Le organizzazioni criminali nigeriane sono attive in gran parte d’Italia, con presenze importanti a Palermo, Catania e Cagliari ma anche nel Lazio e in Abruzzo, si concentrano sulla tratta di esseri umani connessa con lo sfruttamento della prostituzione e l’accattonaggio forzoso, con anche un progressivo sviluppo nel narcotraffico, gestito talvolta in collaborazione con gruppi criminali albanesi.
La relazione semestrale della Dia si sofferma con un focus sulla criminalità nigeriana, i cosiddetti secret cults, i cui tratti tipici sono l’organizzazione gerarchica, la struttura paramilitare, i riti di affiliazione, i codici di comportamento: un modus operandi che la Cassazione ha definito a tipica connotazione di “mafiosità”.
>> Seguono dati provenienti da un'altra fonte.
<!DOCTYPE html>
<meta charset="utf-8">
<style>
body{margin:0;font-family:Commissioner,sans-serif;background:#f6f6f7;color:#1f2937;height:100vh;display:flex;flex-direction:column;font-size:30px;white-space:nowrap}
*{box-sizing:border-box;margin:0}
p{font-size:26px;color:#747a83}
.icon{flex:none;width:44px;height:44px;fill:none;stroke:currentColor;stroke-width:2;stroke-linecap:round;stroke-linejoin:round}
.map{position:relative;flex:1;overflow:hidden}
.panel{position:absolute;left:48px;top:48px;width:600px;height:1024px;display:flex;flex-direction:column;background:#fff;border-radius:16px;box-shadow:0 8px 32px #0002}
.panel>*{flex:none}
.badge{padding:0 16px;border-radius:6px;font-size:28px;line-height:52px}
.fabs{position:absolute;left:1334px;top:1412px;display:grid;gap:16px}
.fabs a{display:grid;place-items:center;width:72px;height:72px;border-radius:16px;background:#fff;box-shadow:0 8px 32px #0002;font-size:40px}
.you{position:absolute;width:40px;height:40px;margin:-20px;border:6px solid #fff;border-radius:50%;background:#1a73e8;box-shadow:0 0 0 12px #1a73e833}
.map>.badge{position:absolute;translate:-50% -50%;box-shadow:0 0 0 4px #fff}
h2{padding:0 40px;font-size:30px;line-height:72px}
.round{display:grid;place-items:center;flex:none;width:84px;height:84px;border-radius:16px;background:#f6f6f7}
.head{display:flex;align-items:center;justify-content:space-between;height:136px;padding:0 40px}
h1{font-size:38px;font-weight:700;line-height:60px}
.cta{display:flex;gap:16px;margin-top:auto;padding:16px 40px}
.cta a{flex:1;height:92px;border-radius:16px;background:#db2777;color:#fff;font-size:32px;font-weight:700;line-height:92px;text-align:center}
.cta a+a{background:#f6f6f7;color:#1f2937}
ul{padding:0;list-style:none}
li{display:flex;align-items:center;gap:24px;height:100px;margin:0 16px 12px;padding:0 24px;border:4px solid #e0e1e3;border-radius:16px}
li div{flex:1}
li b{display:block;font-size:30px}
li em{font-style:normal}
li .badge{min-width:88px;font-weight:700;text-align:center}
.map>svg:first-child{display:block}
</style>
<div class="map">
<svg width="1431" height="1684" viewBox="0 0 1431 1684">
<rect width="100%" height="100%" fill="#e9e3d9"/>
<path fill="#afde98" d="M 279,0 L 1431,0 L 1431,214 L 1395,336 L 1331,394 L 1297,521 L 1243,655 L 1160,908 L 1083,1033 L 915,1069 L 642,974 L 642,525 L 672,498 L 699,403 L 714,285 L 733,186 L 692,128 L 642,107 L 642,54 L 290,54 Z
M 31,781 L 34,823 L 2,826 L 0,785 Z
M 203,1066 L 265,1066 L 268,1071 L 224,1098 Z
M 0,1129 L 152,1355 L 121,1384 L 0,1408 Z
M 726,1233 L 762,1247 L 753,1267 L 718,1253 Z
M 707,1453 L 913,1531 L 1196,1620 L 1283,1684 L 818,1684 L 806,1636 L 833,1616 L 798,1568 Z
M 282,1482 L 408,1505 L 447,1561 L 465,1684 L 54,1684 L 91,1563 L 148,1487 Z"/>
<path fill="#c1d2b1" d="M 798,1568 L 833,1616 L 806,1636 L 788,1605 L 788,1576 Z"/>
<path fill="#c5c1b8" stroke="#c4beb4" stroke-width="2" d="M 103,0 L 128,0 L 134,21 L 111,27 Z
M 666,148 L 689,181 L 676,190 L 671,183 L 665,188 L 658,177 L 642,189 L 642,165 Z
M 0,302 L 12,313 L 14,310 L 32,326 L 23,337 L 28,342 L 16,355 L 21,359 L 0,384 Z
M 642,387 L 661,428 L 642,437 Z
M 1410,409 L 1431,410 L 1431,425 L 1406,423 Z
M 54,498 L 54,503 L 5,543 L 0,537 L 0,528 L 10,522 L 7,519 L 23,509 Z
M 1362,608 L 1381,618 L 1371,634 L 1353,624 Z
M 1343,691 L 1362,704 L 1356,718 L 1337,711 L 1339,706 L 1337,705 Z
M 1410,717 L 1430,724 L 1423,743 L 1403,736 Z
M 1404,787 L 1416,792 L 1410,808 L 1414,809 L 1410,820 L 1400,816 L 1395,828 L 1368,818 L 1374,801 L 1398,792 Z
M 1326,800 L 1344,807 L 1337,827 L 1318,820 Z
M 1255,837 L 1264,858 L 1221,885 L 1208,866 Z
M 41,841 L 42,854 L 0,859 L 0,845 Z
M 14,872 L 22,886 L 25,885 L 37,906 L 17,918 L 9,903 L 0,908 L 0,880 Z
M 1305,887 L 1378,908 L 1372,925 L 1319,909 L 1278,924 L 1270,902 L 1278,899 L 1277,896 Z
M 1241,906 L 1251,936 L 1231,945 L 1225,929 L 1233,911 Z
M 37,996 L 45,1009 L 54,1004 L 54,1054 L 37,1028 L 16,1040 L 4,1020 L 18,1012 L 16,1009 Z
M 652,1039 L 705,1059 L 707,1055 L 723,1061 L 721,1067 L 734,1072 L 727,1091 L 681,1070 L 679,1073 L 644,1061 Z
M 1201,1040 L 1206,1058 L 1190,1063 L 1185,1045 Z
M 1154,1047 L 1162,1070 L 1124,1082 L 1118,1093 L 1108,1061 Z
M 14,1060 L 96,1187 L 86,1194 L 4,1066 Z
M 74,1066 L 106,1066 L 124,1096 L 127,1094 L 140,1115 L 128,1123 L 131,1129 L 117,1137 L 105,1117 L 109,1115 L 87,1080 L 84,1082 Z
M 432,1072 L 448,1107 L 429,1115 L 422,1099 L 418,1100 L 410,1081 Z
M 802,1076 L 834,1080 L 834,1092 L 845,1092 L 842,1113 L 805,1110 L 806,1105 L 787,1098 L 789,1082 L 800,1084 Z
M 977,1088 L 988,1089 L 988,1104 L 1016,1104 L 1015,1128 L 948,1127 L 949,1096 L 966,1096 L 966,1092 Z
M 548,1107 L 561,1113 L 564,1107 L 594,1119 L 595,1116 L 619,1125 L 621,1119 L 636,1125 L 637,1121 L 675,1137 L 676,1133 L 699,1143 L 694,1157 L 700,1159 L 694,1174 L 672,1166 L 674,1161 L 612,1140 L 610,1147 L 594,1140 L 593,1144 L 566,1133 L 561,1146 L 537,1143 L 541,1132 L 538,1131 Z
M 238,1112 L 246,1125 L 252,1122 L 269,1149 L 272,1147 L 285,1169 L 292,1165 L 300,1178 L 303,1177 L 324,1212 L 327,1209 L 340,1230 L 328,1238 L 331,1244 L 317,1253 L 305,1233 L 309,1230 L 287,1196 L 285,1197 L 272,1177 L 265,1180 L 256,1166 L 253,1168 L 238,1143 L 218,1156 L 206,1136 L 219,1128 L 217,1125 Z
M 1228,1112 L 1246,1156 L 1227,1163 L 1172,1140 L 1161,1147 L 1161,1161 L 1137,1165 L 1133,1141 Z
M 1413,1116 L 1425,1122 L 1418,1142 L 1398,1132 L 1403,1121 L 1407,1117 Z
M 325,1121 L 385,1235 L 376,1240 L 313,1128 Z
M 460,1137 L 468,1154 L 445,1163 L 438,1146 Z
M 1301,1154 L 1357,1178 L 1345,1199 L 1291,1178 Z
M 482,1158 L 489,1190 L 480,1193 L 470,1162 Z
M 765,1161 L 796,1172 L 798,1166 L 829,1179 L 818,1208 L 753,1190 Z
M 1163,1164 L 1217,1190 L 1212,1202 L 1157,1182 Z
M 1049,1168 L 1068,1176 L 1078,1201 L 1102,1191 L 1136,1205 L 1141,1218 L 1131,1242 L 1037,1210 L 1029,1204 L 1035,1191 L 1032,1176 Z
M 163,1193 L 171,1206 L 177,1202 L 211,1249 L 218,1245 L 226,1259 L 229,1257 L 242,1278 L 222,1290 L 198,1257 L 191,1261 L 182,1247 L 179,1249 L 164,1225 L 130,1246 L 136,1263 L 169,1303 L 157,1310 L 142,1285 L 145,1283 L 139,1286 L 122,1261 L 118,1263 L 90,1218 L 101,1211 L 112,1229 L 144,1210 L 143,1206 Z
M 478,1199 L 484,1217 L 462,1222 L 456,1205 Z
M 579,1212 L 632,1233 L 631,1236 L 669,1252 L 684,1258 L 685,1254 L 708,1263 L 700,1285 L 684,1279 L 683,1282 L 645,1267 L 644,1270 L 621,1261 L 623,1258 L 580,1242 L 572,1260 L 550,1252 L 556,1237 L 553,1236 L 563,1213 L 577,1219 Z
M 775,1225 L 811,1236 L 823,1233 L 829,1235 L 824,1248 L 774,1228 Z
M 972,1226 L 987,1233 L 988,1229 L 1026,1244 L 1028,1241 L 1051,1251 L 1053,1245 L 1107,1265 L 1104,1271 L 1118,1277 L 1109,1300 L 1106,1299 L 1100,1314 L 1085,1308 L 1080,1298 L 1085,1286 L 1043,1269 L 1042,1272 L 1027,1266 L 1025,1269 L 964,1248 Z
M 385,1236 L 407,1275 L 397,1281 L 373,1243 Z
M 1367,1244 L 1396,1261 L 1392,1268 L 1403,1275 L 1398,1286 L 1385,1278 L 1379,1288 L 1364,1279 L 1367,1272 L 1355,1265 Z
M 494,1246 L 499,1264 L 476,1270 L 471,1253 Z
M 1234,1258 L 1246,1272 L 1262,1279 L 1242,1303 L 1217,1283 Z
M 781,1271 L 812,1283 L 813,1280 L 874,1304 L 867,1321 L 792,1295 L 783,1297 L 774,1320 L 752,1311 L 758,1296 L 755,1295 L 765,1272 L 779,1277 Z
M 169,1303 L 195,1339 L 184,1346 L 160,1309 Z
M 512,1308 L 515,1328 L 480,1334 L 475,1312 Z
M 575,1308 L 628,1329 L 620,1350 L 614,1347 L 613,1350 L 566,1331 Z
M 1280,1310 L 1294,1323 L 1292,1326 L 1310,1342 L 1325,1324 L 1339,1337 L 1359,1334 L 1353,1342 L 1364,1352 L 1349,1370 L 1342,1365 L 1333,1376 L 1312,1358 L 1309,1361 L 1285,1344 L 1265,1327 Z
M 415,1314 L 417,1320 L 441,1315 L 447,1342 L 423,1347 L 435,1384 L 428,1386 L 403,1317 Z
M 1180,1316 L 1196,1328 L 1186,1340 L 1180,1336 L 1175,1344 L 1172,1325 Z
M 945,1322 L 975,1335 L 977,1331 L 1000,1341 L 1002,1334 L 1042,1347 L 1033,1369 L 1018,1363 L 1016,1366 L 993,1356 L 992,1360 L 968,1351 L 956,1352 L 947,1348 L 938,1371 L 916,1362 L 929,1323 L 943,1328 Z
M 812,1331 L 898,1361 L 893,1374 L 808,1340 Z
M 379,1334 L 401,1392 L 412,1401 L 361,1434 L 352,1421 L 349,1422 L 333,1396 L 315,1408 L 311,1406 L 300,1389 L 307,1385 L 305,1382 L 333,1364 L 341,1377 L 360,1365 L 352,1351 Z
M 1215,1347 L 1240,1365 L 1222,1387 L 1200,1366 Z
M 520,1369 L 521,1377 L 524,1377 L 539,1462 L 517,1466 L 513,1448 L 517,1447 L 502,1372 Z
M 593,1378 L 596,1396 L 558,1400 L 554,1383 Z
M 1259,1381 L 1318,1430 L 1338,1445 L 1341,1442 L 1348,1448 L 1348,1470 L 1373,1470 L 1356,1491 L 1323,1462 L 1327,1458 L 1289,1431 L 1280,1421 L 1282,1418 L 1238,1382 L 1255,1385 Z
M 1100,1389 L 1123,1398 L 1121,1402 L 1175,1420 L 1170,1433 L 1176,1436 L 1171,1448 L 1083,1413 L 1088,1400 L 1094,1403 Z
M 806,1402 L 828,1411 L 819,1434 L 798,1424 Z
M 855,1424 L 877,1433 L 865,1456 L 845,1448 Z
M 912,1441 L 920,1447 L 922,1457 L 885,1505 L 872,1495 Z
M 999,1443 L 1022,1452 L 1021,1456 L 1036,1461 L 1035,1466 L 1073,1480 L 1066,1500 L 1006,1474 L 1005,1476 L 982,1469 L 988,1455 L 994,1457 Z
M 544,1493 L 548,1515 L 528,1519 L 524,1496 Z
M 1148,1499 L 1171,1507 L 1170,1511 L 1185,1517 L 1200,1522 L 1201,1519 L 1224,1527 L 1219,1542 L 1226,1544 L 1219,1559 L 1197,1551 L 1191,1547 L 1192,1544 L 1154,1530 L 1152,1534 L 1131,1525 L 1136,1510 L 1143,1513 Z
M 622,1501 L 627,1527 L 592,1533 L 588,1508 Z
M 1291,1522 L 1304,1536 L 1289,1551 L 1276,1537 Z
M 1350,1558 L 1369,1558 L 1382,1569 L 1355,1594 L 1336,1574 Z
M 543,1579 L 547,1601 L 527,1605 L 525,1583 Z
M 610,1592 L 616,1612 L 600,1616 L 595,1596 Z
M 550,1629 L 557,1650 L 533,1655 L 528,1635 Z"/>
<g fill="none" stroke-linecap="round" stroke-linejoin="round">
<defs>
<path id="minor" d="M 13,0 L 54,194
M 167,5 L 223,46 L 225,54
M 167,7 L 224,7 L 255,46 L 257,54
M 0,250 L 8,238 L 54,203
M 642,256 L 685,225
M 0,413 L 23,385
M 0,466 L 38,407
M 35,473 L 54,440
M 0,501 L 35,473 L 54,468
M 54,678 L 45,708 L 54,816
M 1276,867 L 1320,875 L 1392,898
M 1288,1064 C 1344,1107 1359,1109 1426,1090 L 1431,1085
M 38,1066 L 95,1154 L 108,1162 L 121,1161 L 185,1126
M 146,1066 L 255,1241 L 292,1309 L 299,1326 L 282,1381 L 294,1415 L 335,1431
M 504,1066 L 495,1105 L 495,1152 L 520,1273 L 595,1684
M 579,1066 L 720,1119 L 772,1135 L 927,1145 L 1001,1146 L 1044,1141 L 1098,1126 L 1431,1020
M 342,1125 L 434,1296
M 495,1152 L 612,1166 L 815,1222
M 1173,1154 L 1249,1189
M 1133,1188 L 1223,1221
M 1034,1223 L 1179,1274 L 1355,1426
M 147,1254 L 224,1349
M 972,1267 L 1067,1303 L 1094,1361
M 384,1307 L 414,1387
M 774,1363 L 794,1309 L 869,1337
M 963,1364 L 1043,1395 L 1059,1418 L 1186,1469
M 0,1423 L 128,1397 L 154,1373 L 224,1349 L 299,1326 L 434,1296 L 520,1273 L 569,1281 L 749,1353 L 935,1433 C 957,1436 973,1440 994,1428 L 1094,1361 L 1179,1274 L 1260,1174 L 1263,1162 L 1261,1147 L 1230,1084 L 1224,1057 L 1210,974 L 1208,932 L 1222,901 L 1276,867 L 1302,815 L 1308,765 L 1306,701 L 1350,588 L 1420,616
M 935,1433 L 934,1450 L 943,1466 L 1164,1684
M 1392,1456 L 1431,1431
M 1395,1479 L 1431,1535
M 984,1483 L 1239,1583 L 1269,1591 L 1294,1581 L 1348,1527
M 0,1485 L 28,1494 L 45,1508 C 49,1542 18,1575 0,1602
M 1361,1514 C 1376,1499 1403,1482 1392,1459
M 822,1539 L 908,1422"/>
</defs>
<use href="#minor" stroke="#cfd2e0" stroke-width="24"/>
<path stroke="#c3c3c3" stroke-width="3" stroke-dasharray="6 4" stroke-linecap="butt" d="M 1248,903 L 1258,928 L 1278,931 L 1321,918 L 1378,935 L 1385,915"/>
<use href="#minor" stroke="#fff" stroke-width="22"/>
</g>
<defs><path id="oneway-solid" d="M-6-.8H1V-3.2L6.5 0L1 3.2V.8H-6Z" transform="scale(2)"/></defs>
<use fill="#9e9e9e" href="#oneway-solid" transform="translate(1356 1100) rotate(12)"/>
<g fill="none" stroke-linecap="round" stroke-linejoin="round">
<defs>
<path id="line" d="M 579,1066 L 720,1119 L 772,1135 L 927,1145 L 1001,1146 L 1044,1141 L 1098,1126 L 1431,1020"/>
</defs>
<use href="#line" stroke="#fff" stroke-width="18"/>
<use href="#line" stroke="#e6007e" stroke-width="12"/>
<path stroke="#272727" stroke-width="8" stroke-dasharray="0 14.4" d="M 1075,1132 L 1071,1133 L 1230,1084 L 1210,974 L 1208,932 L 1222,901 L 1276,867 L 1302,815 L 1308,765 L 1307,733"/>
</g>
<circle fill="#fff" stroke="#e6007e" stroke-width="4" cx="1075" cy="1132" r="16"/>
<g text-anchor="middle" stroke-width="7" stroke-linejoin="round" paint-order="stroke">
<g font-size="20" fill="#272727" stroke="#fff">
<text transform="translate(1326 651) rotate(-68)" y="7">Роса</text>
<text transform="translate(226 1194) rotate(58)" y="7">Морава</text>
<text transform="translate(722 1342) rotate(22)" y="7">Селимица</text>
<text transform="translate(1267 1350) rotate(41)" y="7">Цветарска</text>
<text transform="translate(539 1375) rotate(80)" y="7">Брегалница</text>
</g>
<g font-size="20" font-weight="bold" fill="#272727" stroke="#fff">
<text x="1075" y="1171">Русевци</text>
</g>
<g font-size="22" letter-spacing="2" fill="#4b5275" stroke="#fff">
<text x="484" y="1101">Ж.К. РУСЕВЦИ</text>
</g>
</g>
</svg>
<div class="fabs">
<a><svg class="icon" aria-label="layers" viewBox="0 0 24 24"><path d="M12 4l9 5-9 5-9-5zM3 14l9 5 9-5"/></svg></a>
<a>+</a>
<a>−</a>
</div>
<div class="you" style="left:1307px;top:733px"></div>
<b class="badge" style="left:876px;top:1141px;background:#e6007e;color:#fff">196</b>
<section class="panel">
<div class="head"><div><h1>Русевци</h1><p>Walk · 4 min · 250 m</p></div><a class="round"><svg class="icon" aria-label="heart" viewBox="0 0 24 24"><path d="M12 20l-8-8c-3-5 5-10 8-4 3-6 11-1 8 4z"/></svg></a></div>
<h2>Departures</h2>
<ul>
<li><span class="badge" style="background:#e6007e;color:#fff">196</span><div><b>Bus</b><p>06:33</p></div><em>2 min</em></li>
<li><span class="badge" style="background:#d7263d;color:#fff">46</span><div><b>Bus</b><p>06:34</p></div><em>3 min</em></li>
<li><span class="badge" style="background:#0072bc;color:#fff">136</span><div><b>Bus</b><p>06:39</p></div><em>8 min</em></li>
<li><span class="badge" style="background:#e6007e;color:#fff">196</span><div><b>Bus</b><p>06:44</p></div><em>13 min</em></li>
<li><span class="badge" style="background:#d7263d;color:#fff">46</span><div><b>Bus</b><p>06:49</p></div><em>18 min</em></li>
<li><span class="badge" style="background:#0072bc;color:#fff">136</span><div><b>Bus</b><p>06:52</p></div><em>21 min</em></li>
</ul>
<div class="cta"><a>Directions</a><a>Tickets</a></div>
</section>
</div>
Per la Dia, “appare oltremodo evidente come il contrasto alla criminalità nigeriana debba prevedere necessariamente una sua conoscenza ampia, allargata e condivisa tra le forze di polizia e la magistratura”. E’ invece impermeabile alle alleanze sul territorio a criminalità organizzata cinese, che si è dotata nel tempo di una strutturazione gerarchica incentrata principalmente su relazioni familiari e solidaristiche, chiusa e inaccessibile a “contaminazioni o collaborazioni esterne”.
Solo occasionalmente si rileva la realizzazione di accordi funzionali con organizzazioni italiane o la costituzione di piccole consorterie multietniche per la gestione della prostituzione, la commissione di reati finanziari e il traffico di rifiuti.